━━ GIVEN ENTRIES ━━

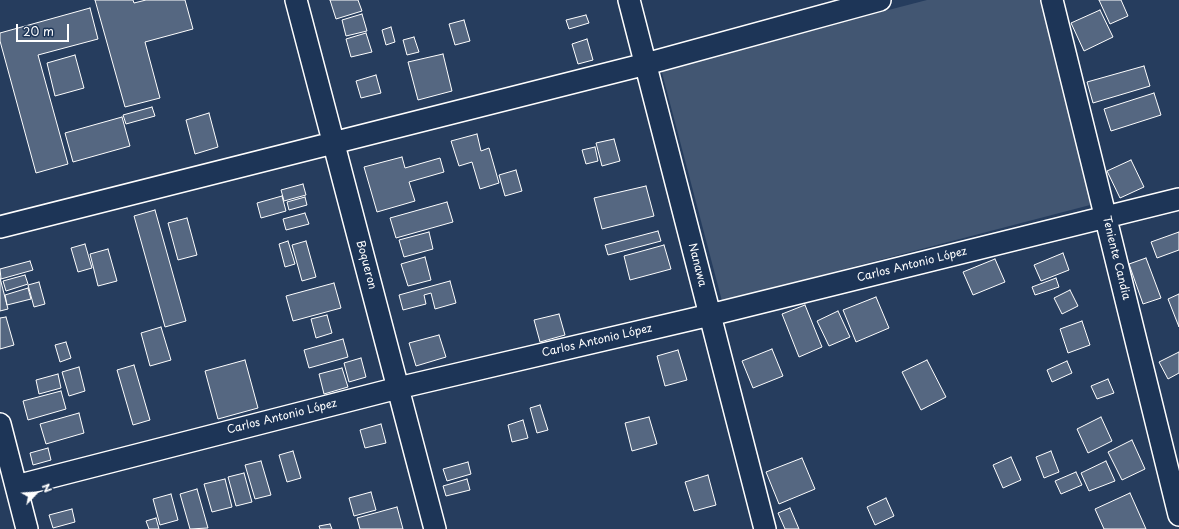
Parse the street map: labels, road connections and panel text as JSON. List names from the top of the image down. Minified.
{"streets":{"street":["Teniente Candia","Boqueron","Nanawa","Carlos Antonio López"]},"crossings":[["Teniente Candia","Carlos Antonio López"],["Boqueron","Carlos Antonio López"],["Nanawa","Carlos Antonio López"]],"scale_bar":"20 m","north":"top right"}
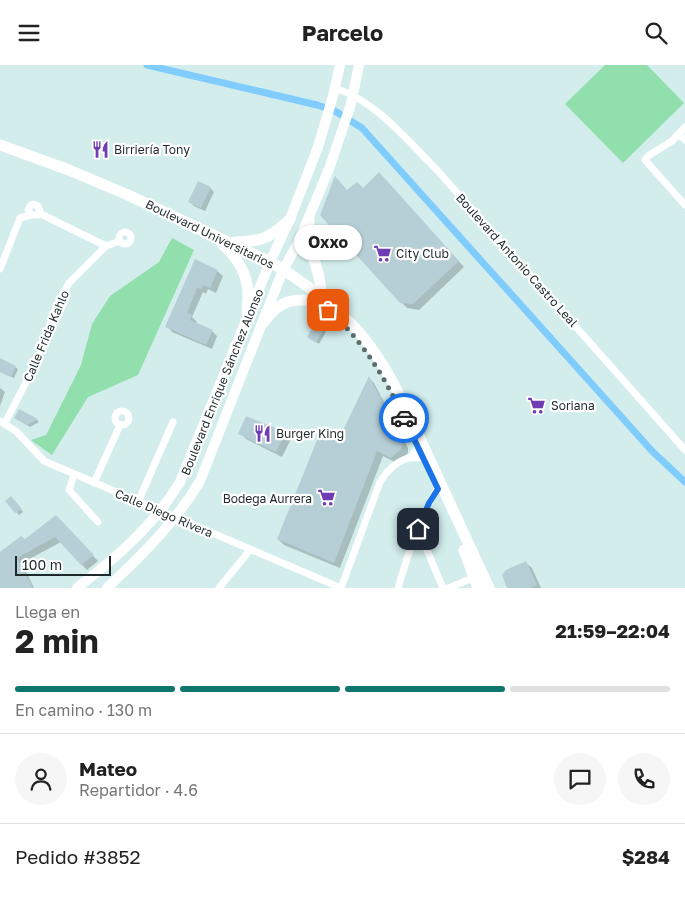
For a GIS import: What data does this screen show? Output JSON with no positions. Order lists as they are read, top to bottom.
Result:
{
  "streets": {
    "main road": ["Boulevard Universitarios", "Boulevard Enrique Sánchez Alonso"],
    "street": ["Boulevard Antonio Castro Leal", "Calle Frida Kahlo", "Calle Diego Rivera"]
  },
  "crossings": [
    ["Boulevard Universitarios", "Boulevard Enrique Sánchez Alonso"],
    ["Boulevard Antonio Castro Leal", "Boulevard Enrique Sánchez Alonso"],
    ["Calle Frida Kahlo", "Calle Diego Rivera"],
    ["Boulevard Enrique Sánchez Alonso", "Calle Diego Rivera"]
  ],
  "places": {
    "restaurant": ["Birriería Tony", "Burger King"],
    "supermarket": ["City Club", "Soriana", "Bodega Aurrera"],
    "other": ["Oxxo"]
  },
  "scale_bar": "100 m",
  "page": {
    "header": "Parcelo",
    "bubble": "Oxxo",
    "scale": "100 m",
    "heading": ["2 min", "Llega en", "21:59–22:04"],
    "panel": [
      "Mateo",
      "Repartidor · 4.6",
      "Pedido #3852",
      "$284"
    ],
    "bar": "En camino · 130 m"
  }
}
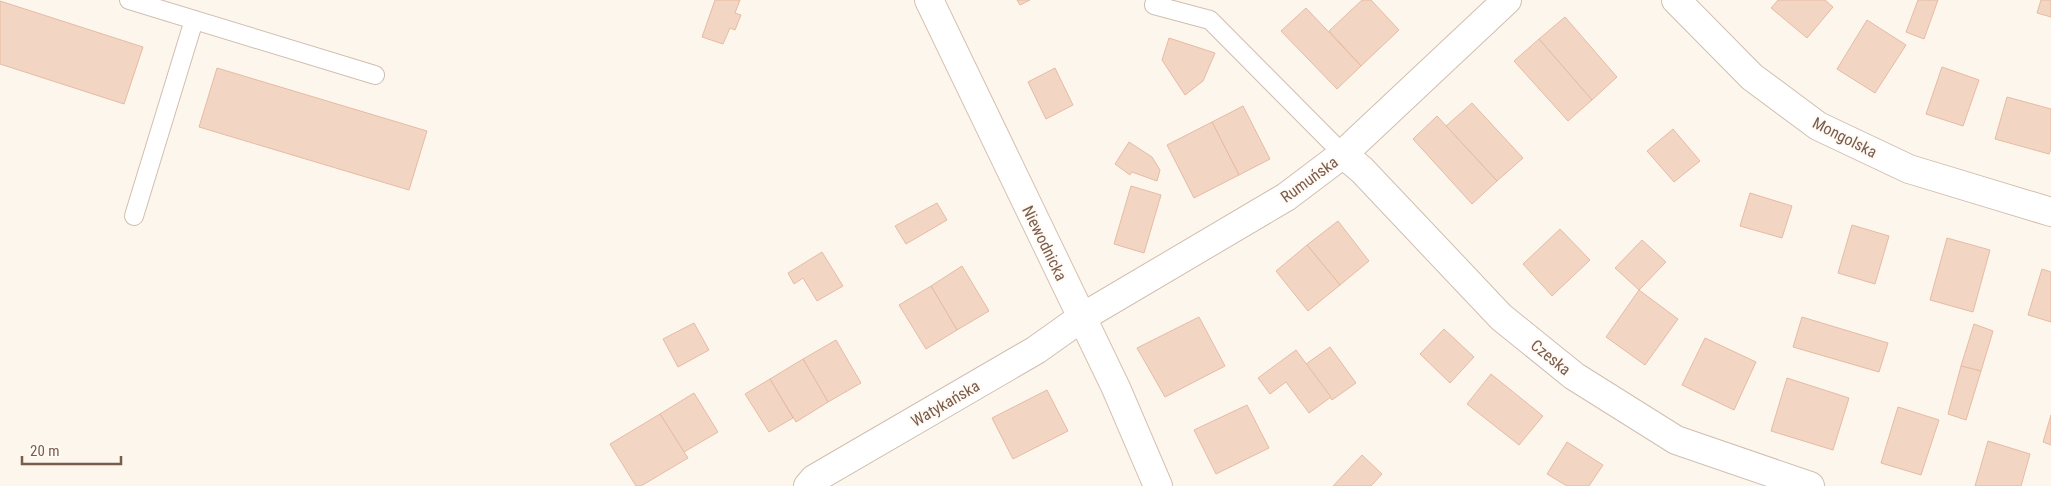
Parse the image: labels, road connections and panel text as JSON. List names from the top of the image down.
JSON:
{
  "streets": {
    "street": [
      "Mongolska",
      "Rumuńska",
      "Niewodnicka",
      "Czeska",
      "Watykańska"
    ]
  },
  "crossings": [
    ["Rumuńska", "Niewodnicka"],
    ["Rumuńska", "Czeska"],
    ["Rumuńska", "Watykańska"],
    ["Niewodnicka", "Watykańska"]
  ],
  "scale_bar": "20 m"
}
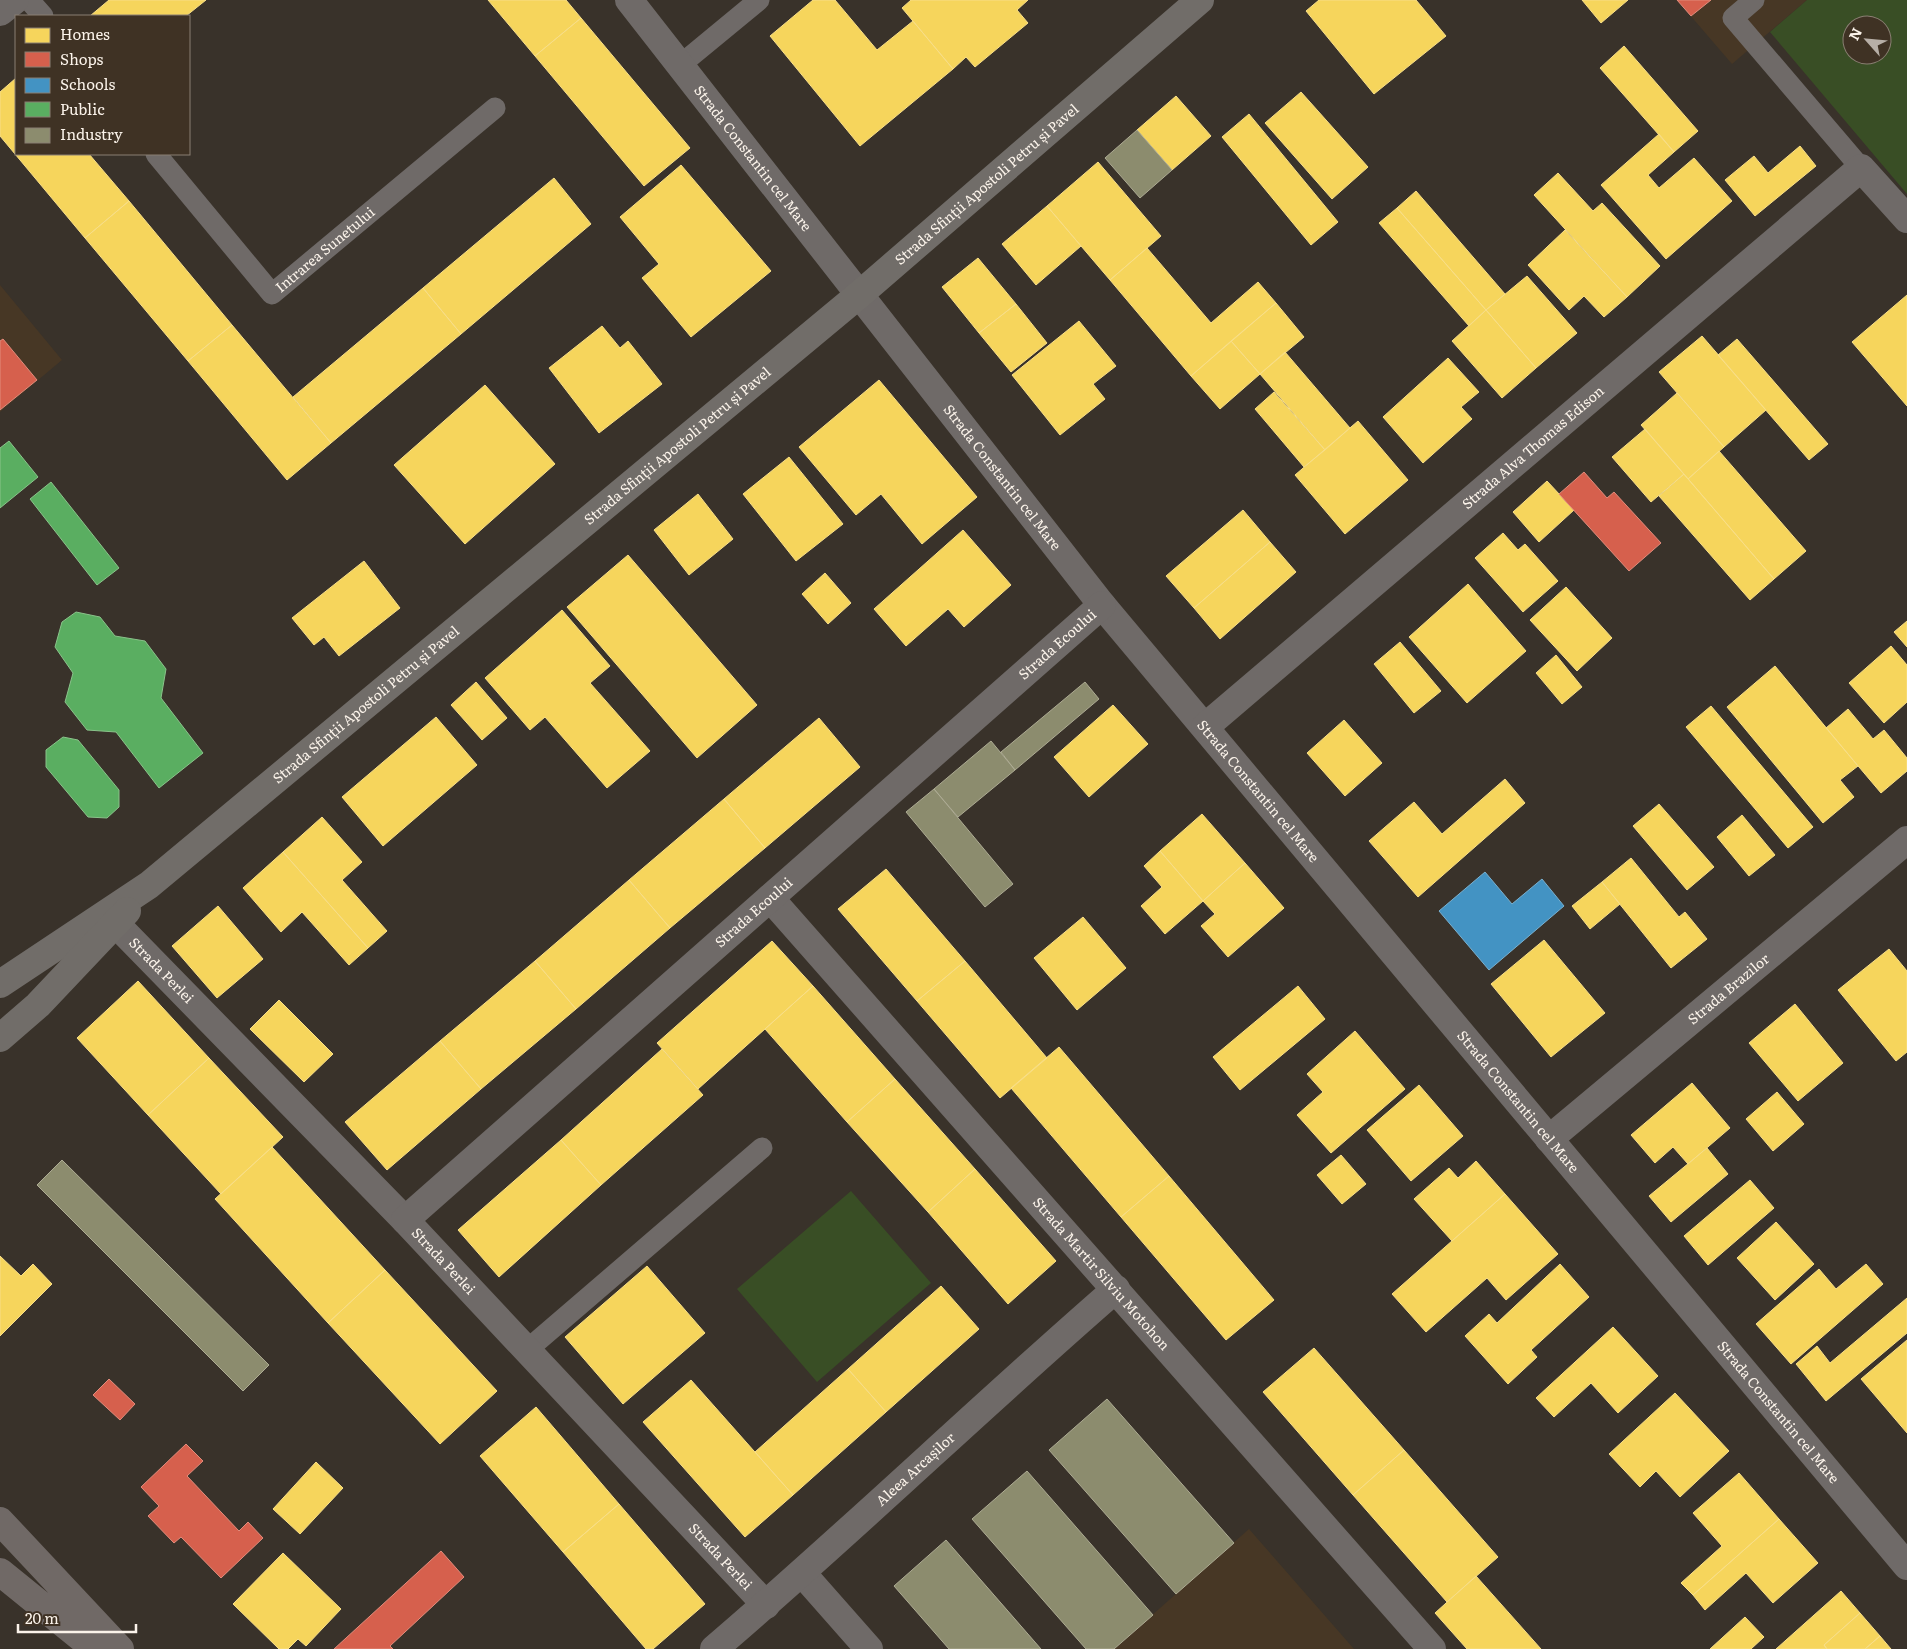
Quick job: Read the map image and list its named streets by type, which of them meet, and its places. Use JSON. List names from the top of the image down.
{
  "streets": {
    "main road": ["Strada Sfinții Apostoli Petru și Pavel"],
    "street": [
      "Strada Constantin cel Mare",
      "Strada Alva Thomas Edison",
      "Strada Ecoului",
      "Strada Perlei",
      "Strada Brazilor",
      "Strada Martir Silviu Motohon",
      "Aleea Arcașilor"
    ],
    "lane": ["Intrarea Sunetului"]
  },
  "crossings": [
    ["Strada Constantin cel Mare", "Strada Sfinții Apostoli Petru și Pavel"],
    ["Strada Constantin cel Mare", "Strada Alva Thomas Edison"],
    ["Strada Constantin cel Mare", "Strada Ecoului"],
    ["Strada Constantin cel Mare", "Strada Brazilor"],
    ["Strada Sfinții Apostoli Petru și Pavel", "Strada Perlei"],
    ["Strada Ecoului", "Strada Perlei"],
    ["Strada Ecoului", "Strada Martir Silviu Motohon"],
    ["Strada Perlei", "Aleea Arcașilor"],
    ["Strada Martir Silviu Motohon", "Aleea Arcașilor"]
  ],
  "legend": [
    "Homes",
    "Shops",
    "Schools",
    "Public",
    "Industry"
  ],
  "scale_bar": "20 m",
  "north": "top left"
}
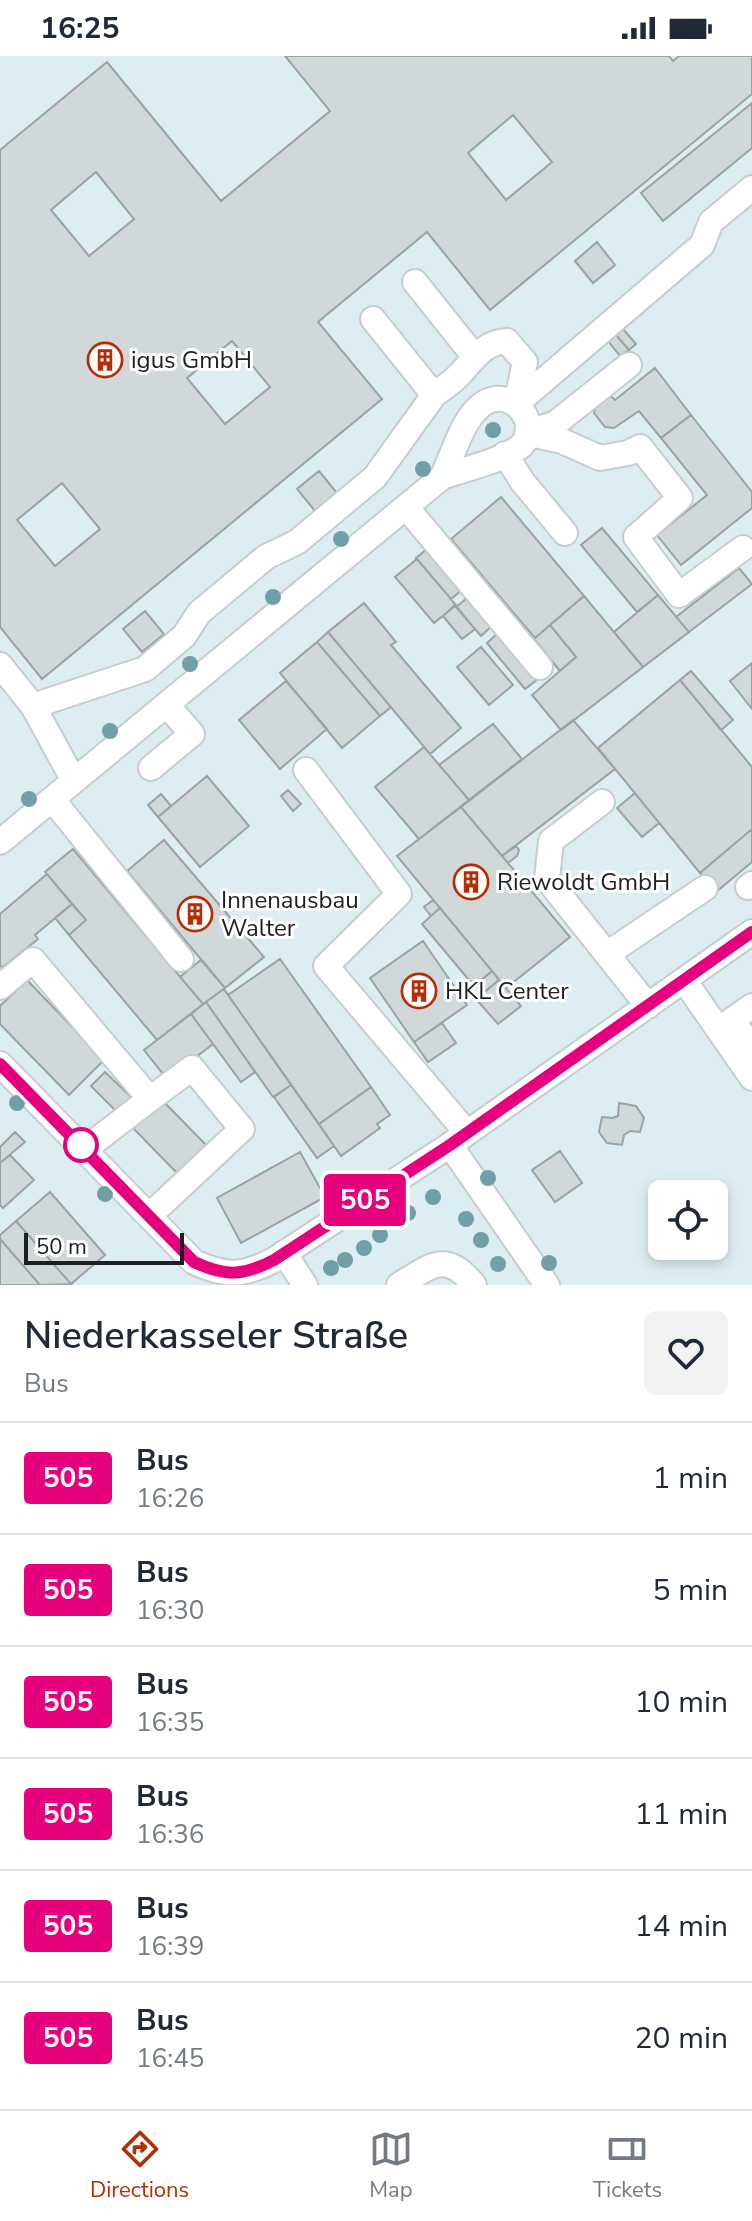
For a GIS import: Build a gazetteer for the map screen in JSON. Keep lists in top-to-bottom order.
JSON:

━━━

**WHAT NEEDS TO BE DONE:**
Please copy out every line in the listing that has the string "screen".

**FINISHED EXERCISE:**
For a GIS import: What data does this screen show? Output JSON with no positions. Order lists as they are read, top to bottom.
For a GIS import: Build a gazetteer for the map screen in JSON. Keep lists in top-to-bottom order.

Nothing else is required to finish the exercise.